Traditional view that Daniel authored this book in 536 B.C. This would signify that Daniel had supernatural inspiration and that these divine prophecies were accurate because of an omniscient and sovereign God. This particular view went unchallenged for 1,800 years, except for Porphyry (232 - 303 A.D.) He believed, in his writtings “Against the Christians,” that the prophecies and predictions of this book were written after the fact.
The modern view is that this book was recorded by an anonymous Jew, who took the pseudonym Daniel, at sometime during the 2nd century B.C. According to this understanding, the purpose of the book of Daniel was not to record historical events accurately or to provide prophecies, rather this view propagates that Daniel was written to encourage the Jews during the reign of Antiochus IV Epiphanes (175 - 163 B.C.). That also means that Daniel would have been the last OT book written.
In order to accept the traditional view, one would accept the omniscience of God, the sovereignty of God, and the immanence of God.
Reasons for accepting Daniel as the original author:
The author “exhibited a more extensive knowledge of sixth-century events that would seem possible for a second-century writer” - new Babylon was Nebuchadnezzar’s claim, Belshazzar was reigning during king Cyrus’ acquisition of Babylon (only mentioned in Daniel and in Babylonian records. - that Babylonians punished by fire and that Persians punished by throwing to the lions, despite the Persian’s belief in Zoroastrianism
2. A Maccabean view would have presented Babylon and Persia as hostile toward the Jews. However, since both Babylon and Persia present these governments as favorable toward Daniel and his friends, this contradicts the attitudes of a Jew under Antiochus IV.

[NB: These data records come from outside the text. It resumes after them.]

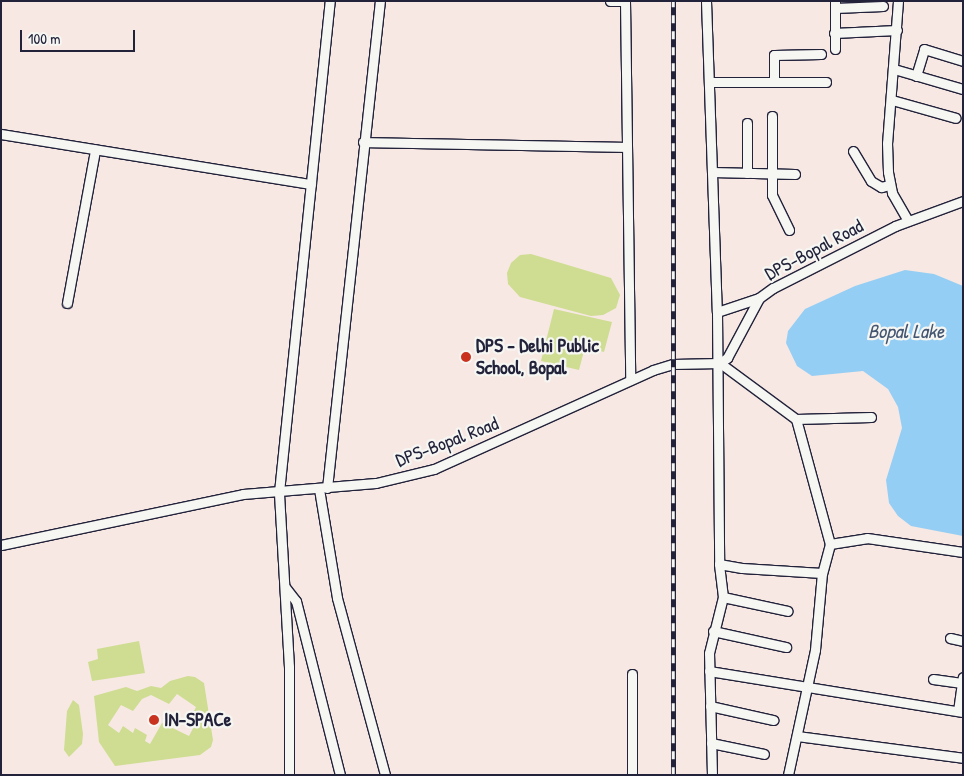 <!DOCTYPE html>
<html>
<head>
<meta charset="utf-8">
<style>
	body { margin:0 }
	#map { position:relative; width:964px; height:776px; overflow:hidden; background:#f7e8e3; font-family:"Patrick Hand",sans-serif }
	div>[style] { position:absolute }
	.green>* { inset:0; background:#cedd91 }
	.water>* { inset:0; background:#95cef4 }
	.roads { filter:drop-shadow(1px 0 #22223b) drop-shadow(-1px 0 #22223b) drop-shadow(0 1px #22223b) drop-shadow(0 -1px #22223b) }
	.minor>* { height:9px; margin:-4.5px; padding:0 4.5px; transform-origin:4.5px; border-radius:4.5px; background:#f6f6f2 }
	.rail>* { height:4.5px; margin-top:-2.25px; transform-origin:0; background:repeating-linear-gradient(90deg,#f6f6f2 0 8px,#22223b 0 16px); box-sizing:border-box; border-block:1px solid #22223b }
	.dots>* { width:14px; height:14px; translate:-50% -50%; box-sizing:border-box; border:2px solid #f6f6f2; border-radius:50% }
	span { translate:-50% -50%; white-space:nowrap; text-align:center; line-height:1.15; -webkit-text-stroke:4.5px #f6f6f2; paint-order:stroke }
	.street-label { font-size:19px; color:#22223b }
	.poi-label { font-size:19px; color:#22223b; font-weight:700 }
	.left { translate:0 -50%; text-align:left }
	.water-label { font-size:20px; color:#445672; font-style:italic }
	.frame { position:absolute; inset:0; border:2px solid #22223b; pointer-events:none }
	.scale { position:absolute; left:20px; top:30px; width:115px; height:22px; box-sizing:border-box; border:2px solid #22223b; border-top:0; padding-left:6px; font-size:15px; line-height:18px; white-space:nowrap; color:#22223b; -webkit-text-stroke:4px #f6f6f2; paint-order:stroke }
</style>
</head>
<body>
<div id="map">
	<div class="green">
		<i style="clip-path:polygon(531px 254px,611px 278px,620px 295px,616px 308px,603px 315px,591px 316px,520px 297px,508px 284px,507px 273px,511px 263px,520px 255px)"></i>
		<i style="clip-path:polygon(554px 309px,612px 322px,604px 352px,585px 347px,579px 370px,541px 361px)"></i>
		<i style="clip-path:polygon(139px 641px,145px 673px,92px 681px,88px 662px,98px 659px,97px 649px)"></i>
		<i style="clip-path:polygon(evenodd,188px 676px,195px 677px,204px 683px,213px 740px,211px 747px,200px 755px,115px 766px,99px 742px,94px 696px,126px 687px,137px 691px,151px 686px,161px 688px,170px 681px,188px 676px,177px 694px,196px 707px,193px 713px,199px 717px,189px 736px,162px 723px,150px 744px,145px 741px,147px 735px,135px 728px,133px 733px,123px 726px,119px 733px,108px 725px,121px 705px,133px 711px,142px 699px,151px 695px,169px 704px,177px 694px)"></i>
		<i style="clip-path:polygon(73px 700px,79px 705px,83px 734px,82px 744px,69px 757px,64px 750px,67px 711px)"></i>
	</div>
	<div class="water">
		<i style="clip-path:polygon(905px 270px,934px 274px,963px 286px,963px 536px,911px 526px,898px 516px,889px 503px,886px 480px,902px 428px,898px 407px,888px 389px,863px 371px,812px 376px,797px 366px,786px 343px,788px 331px,805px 309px,855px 286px)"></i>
	</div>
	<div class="roads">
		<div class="minor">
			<i style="left:610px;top:1px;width:15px"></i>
			<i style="left:625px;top:1px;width:379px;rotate:89.2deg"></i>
			<i style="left:706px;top:1px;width:311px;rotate:88deg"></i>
			<i style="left:717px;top:312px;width:252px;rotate:89.5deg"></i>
			<i style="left:719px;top:564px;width:23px;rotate:10deg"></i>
			<i style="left:742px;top:568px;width:80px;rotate:3.6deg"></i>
			<i style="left:898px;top:1px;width:142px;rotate:94.4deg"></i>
			<i style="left:887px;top:143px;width:29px;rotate:88deg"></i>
			<i style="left:888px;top:172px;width:21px;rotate:79deg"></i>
			<i style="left:892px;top:193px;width:32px;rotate:60deg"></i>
			<i style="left:835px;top:8px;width:48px;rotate:-2.4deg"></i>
			<i style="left:834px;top:33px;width:63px;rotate:-2.7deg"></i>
			<i style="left:835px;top:49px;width:48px;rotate:-90deg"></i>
			<i style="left:894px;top:69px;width:72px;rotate:16.2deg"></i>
			<i style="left:916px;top:76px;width:28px;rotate:-73deg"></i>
			<i style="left:924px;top:49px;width:41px;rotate:17.1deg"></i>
			<i style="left:709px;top:82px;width:117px"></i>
			<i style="left:774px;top:82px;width:27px;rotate:-90deg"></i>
			<i style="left:774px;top:55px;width:47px;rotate:-1.2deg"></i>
			<i style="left:892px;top:100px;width:66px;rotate:15.7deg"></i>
			<i style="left:772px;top:116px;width:79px;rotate:90deg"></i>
			<i style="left:772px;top:195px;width:39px;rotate:64deg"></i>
			<i style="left:1px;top:134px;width:314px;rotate:9.2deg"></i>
			<i style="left:363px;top:142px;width:262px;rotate:1.1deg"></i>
			<i style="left:853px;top:151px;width:35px;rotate:59deg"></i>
			<i style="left:871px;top:181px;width:12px;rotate:31deg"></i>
			<i style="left:881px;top:187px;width:9px;rotate:-13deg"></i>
			<i style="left:712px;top:172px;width:83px;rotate:1.4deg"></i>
			<i style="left:747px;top:173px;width:50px;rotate:-90deg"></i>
			<i style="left:67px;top:303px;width:156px;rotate:-79.6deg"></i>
			<i style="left:717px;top:312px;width:44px;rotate:-18.4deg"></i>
			<i style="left:720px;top:363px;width:94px;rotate:36.4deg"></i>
			<i style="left:796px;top:419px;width:130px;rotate:74.8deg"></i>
			<i style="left:830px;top:544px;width:30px;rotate:105deg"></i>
			<i style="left:822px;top:573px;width:77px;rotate:95.2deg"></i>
			<i style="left:815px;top:650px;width:128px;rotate:102.2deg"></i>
			<i style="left:796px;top:419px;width:75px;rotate:-1.5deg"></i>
			<i style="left:327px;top:488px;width:490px;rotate:-83.8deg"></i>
			<i style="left:319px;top:489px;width:110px;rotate:80.6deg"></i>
			<i style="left:337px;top:598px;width:183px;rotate:74.8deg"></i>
			<i style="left:830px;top:544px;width:37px;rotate:-9deg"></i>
			<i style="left:867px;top:538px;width:97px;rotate:8.3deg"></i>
			<i style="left:1px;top:545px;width:247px;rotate:-11.9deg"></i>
			<i style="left:243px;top:494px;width:133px;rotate:-4.7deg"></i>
			<i style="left:376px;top:483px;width:60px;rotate:-13.6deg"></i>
			<i style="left:434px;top:469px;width:240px;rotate:-24.3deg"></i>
			<i style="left:653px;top:370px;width:21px;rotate:-17deg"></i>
			<i style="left:673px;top:364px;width:47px;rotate:-1.2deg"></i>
			<i style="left:720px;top:363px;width:9px;rotate:-36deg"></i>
			<i style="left:727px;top:358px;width:68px;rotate:-61.9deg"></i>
			<i style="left:759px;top:298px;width:17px;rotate:-36deg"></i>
			<i style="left:773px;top:288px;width:137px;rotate:-26.9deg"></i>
			<i style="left:895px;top:226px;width:72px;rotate:-20.2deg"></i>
			<i style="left:285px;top:587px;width:18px;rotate:52deg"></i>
			<i style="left:296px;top:601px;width:179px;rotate:75.8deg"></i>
			<i style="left:723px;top:597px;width:66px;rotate:12.2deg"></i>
			<i style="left:713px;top:631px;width:75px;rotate:12.4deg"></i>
			<i style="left:950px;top:638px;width:13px;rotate:13deg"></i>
			<i style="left:709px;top:671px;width:257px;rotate:9.2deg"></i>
			<i style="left:933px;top:679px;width:29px;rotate:8deg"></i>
			<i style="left:710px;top:706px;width:65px;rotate:12.5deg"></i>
			<i style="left:958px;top:711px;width:34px;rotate:-82deg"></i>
			<i style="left:797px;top:736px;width:167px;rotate:7.5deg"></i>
			<i style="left:711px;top:743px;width:54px;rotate:11.7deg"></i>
			<i style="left:289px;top:775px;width:108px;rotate:-90deg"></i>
			<i style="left:289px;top:667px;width:175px;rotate:-93.3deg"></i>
			<i style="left:279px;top:492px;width:494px;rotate:-84.1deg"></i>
			<i style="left:632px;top:775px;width:101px;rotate:-90deg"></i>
			<i style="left:712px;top:775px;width:122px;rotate:-91.4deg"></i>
			<i style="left:709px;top:653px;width:58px;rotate:-76deg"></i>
			<i style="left:723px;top:597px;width:33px;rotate:-97deg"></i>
		</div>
	</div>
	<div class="rail">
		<i style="left:673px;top:775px;width:774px;rotate:-90deg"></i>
	</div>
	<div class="dots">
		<i style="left:466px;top:357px;background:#c8321e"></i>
		<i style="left:154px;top:720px;background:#c8321e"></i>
	</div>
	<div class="street-label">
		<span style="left:814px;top:250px;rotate:-28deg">DPS-Bopal Road</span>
		<span style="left:447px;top:442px;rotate:-21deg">DPS-Bopal Road</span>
	</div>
	<div class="poi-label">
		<span class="left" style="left:476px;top:357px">DPS - Delhi Public<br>School, Bopal</span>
		<span class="left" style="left:164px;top:720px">IN-SPACe</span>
	</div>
	<div class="water-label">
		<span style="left:906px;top:330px">Bopal Lake</span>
	</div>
	<div class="frame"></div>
	<div class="scale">100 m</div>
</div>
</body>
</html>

3. Language - Daniel 1 - 2:2a and 8-12 is written in Hebrew, Daniel 2:2b - 7 was written in Aramaic. Driver says this, “… the number of Persian words in the book indicates a late date… about half of the Persian expressions found in the book are in the class of governmental terminology. The Greek loan word, “zither” (kitharis), “harp” (psalterion), and “pipes” (symphonia). Kitchen shows that apocryphal books, written during the second and first centuries, demonstrated the influence of the Greek language of that time period.